Helderberg Brewshed: A rendering of what the Dutch barn will look like at the Carey Institute for Global Good in Rensselaerville.  The barn is very similar to the Dutch H-Frame barn located at the Altamont fairgrounds. 

— Submitted by Sarah Gordon

First to learn, first to teach: Matty Taormina, Brewer of Honey Hollow Brewing Company in Earlton, in Greene County, directs an Introduction to Brewing Workshop at the Carey Institute For Global Good’s Carriage House Restaurant.  Honey Hollow Brewery is one of the first farm-licensed breweries in New York State.

RENSSELAERVILLE — A hops workshop at the Carey Institute for Global Good on Jan. 18 will teach brewers, distillers, and farmers as part of the site’s fledgling hub for a local craft-beer industry.

A Dutch barn on the Carey Institute campus is scheduled to be fully operating in 2015 as the “Helderberg Brewshed,” to house “Farm-to-Glass events,” beer recipe experiments, and a farm brewery. Resident brewers would visit the site and work under a mentor brewer.

“There are all kinds of breweries in the area that are interested in trying new farm brews but don't have the capacity to do that in their existing breweries,” said Sarah Gordon, the institute’s farm-to-glass development specialist.

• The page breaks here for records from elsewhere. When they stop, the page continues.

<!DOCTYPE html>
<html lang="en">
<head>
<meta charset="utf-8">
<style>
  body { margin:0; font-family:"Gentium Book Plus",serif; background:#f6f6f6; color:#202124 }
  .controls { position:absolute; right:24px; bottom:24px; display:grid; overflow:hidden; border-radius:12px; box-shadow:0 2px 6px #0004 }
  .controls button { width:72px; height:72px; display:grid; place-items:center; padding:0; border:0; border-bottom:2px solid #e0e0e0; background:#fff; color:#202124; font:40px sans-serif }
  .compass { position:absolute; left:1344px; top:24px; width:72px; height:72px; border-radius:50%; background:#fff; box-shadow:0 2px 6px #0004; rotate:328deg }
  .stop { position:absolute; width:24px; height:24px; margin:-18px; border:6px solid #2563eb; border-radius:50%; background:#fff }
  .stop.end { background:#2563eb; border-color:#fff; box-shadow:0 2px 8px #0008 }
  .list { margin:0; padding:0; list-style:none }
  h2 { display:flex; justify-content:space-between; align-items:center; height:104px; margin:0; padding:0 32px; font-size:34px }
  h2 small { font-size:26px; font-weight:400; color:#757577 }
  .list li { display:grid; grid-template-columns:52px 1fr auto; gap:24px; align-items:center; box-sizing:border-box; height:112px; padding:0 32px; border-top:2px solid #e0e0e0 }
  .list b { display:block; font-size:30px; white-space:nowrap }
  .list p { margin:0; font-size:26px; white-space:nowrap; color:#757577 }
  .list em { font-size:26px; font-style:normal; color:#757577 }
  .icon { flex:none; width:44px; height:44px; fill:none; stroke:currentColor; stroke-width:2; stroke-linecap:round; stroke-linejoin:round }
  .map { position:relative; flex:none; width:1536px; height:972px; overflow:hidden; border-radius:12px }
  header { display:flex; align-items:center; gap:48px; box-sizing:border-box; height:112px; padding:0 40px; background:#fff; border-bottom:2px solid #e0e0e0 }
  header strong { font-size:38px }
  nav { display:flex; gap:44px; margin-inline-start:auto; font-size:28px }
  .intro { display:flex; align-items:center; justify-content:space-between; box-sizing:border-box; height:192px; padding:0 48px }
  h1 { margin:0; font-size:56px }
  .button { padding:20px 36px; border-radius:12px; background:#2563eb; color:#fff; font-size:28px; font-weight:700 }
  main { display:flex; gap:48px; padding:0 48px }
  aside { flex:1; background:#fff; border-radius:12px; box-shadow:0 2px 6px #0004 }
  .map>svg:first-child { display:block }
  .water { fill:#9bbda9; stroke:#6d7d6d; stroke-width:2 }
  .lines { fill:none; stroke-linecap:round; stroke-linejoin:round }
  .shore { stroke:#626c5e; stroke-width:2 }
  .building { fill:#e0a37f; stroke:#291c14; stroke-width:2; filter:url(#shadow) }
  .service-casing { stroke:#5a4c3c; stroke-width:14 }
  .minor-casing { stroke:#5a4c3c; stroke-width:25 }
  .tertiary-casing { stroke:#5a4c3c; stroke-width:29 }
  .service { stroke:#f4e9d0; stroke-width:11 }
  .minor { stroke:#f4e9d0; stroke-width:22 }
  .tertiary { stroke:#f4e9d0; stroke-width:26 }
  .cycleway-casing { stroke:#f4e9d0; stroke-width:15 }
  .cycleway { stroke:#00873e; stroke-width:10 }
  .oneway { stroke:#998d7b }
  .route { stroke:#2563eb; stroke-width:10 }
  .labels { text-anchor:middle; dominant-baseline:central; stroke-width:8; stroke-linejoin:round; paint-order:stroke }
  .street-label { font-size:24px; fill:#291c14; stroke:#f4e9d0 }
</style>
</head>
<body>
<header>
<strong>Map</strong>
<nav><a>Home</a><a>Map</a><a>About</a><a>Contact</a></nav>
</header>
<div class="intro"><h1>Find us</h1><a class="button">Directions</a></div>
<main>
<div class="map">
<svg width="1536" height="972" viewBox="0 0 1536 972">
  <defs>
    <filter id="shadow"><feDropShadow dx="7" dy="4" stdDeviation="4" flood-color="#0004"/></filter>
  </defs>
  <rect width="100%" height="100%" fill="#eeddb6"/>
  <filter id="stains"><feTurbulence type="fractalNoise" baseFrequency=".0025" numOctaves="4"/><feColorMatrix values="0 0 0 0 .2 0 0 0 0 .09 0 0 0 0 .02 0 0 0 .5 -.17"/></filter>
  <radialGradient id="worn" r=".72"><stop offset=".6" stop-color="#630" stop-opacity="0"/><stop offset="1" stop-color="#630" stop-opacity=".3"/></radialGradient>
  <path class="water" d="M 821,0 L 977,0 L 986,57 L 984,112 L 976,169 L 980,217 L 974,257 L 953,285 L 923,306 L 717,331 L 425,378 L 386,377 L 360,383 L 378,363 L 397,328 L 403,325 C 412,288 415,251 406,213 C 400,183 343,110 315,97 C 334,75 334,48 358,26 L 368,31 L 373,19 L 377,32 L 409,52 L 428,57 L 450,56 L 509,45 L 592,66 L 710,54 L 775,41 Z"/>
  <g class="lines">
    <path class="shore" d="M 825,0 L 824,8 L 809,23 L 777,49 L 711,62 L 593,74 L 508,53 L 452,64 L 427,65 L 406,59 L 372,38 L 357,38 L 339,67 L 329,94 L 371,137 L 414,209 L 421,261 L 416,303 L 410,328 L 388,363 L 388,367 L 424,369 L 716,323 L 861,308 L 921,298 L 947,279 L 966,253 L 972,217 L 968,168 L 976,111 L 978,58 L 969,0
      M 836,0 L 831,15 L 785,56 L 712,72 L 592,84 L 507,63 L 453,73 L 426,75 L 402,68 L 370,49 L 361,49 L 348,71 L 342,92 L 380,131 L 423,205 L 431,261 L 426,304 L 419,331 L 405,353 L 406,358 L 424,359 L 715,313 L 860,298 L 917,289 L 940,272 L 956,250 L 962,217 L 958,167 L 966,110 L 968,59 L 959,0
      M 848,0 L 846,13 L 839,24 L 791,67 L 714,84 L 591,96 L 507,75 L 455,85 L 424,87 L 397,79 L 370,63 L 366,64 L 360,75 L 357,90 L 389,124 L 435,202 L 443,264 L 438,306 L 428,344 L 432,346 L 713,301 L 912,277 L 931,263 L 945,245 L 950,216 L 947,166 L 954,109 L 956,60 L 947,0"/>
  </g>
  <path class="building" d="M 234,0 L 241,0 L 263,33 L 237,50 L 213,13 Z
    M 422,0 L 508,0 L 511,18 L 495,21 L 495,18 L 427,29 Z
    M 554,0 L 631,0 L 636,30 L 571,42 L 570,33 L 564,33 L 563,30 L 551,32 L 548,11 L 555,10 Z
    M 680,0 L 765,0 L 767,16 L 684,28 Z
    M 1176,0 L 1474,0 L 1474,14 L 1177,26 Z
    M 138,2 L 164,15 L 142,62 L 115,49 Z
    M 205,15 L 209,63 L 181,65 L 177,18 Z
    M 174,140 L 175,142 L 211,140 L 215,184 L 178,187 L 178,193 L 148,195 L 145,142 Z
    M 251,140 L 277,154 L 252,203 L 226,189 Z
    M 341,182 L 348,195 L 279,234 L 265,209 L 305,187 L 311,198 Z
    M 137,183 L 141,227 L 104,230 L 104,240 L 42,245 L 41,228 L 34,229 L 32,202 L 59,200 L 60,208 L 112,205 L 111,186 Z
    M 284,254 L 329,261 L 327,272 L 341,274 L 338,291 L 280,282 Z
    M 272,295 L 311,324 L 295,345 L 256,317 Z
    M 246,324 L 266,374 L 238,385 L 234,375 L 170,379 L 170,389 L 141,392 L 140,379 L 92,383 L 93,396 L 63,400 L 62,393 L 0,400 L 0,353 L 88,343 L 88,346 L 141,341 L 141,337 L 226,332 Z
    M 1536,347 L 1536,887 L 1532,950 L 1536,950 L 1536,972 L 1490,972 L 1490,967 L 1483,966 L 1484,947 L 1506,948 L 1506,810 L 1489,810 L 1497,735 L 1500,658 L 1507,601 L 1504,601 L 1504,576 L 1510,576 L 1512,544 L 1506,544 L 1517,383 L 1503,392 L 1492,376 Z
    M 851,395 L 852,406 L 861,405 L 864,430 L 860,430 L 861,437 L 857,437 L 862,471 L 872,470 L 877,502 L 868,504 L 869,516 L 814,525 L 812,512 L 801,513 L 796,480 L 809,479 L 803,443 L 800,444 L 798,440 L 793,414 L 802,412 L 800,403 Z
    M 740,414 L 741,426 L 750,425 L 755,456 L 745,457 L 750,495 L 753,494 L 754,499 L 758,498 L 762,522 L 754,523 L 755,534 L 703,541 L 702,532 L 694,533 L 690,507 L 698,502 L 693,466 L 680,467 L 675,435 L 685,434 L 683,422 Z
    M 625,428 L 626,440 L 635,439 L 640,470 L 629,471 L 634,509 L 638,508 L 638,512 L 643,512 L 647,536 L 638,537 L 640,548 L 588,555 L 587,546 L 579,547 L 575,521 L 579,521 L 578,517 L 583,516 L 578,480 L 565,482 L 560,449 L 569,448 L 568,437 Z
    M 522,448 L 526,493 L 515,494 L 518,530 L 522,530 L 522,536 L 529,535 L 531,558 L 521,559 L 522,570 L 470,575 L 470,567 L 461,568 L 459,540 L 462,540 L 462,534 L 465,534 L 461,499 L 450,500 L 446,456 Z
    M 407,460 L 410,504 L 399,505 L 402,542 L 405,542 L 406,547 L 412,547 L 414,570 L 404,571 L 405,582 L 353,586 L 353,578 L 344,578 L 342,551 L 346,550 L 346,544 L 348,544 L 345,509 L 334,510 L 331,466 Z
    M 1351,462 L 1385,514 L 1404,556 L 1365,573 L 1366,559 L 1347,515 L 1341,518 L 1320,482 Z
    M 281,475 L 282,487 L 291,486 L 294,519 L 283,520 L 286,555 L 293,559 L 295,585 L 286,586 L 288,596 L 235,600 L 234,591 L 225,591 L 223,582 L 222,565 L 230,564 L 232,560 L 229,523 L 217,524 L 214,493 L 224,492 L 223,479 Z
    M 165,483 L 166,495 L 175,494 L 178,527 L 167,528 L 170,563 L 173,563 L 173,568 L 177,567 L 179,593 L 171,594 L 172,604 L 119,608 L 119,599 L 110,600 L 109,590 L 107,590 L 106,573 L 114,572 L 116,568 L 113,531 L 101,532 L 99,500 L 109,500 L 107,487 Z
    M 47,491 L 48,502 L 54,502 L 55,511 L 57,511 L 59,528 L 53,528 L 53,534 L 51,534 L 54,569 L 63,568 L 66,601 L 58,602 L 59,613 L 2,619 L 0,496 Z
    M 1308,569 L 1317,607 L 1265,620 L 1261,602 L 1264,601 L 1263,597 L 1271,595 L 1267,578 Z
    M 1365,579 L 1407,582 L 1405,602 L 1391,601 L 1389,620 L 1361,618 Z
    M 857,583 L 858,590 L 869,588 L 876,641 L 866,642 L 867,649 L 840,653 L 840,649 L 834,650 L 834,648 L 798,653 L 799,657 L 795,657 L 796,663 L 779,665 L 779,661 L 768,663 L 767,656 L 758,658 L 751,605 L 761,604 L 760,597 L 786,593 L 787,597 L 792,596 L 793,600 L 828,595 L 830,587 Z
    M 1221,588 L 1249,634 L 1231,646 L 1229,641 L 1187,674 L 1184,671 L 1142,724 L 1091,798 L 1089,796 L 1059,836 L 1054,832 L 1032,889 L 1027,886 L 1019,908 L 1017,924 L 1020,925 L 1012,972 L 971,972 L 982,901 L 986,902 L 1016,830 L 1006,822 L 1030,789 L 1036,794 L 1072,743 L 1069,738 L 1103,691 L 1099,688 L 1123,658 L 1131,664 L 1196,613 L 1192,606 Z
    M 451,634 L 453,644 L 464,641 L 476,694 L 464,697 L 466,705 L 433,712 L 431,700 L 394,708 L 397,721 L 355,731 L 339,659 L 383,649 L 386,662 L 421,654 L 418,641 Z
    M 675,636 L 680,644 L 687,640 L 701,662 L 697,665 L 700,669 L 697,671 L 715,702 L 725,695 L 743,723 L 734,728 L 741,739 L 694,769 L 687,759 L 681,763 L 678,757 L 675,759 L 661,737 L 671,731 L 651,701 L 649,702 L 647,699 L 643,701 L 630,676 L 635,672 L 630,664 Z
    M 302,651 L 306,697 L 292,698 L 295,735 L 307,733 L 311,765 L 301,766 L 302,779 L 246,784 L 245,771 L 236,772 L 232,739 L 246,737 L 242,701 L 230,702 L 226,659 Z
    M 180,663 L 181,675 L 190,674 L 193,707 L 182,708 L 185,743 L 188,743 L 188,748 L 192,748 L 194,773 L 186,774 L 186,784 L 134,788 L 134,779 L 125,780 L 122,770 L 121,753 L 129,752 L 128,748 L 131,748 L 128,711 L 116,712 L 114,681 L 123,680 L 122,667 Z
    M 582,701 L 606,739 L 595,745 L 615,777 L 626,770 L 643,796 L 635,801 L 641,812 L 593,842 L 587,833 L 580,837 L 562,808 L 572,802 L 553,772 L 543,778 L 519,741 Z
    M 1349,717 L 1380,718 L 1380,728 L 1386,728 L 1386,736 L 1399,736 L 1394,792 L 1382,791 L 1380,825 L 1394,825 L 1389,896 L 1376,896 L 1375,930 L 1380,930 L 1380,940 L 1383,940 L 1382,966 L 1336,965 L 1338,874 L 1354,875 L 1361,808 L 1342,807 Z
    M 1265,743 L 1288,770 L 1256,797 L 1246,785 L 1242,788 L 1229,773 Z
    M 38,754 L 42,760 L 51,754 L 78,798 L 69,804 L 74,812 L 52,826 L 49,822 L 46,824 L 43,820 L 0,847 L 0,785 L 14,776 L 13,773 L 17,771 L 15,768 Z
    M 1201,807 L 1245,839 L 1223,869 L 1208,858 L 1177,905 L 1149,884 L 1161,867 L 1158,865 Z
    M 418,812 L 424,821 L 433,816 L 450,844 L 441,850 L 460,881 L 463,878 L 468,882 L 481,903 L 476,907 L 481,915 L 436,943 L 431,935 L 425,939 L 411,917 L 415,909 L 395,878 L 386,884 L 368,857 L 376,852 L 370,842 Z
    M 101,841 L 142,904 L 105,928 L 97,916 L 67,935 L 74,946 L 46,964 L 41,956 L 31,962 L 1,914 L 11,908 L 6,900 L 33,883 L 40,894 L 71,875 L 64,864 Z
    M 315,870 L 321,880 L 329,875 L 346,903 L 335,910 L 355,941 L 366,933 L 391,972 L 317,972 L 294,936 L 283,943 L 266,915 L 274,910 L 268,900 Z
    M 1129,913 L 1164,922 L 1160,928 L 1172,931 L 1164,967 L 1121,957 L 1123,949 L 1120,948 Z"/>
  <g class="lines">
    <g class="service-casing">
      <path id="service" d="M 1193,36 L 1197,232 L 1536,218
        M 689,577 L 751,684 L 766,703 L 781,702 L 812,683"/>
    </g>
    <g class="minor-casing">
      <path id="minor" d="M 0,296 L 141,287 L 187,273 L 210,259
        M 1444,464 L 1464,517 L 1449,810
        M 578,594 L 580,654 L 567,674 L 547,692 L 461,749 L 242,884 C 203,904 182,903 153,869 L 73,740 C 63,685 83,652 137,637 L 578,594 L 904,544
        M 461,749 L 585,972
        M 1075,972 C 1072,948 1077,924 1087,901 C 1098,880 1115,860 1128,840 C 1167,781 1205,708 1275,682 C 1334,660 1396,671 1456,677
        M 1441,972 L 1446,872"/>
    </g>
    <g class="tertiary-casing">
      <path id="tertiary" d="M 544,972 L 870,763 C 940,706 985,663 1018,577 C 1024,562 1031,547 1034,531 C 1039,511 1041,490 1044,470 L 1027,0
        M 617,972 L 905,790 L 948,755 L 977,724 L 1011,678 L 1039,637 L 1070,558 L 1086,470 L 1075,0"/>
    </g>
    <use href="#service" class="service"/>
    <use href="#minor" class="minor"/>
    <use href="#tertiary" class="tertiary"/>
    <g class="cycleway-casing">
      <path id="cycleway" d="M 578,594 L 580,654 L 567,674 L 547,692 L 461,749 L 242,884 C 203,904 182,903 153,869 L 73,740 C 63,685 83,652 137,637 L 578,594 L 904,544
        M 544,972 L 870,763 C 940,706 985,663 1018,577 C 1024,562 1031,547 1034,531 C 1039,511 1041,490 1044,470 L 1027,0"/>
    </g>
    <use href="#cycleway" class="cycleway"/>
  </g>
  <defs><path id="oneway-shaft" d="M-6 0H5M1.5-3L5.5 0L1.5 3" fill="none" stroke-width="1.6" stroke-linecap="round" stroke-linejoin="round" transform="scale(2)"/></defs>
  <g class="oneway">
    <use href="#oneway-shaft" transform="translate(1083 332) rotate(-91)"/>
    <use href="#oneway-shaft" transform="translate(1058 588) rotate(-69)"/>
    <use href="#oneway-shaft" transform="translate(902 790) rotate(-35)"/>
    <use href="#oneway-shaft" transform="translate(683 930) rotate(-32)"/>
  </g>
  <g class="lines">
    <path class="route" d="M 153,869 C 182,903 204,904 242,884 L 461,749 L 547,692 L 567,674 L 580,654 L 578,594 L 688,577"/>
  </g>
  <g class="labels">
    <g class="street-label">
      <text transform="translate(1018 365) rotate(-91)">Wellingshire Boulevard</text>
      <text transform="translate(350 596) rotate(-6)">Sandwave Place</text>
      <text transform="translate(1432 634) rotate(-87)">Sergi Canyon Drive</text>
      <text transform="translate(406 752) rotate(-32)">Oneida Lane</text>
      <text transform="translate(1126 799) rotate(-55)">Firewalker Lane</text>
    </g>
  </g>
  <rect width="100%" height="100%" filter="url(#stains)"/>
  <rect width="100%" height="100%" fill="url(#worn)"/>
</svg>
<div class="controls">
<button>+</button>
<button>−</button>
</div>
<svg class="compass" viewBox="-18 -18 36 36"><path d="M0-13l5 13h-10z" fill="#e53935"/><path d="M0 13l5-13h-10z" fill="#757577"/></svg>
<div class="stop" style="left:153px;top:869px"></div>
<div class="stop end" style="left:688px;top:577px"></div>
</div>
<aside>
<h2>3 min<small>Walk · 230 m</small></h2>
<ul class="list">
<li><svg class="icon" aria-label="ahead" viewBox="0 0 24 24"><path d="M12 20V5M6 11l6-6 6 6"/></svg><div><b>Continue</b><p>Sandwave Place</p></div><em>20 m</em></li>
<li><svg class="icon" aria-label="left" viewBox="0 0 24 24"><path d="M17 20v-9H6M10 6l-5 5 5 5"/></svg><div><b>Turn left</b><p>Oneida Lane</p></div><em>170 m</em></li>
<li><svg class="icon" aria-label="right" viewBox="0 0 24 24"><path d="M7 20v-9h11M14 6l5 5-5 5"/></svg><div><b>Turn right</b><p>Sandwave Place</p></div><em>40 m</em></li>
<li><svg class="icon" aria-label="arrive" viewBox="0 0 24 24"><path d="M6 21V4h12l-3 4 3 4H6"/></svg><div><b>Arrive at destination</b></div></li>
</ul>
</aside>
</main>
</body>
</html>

The barn has been donated by Randy Collins of CSArch, an architectural firm that will help the institute adapt the barn to become a brewery. More than $200,000 has been raised so far, with donations and in-kind contributions, and an Empire State Development grant of $108,000, Gordon said, for 30 percent of the total project budget.

Modeled off of the Farm Winery Act of 1976, legislation went into effect last year, creating farm brewery licenses that require some in-state sourced ingredients. License holders, who must purchase a certain percentage of their materials from New York, can sell their products by the glass, conduct tastings, and have retail stores and restaurants. 

The cultivation and distribution of New York state ingredients, like malted barley and hops, however, is underdeveloped, so that brewers and distillers may not be able to buy enough to meet requirements.

The “Farm-to-Glass event,” from 10 a.m. to 1 p.m. on Jan. 18, will host a panel of speakers to talk about site and varietal selection, infrastructure design, troubleshooting, post-harvest and processing considerations, and farmers’ experiences.

Speakers will include Steve Miller, Cornell Cooperative Extension’s statewide hops specialist; John Arnold and Cory Skier from the New York State Department of Agriculture and Markets’ Food Safety Division; Dietrich Gehring of Helderberg Hops in New Scotland; and Casey and Kelly Holzworth of Kelsey’s Quarter Acre Farm in Greenfield.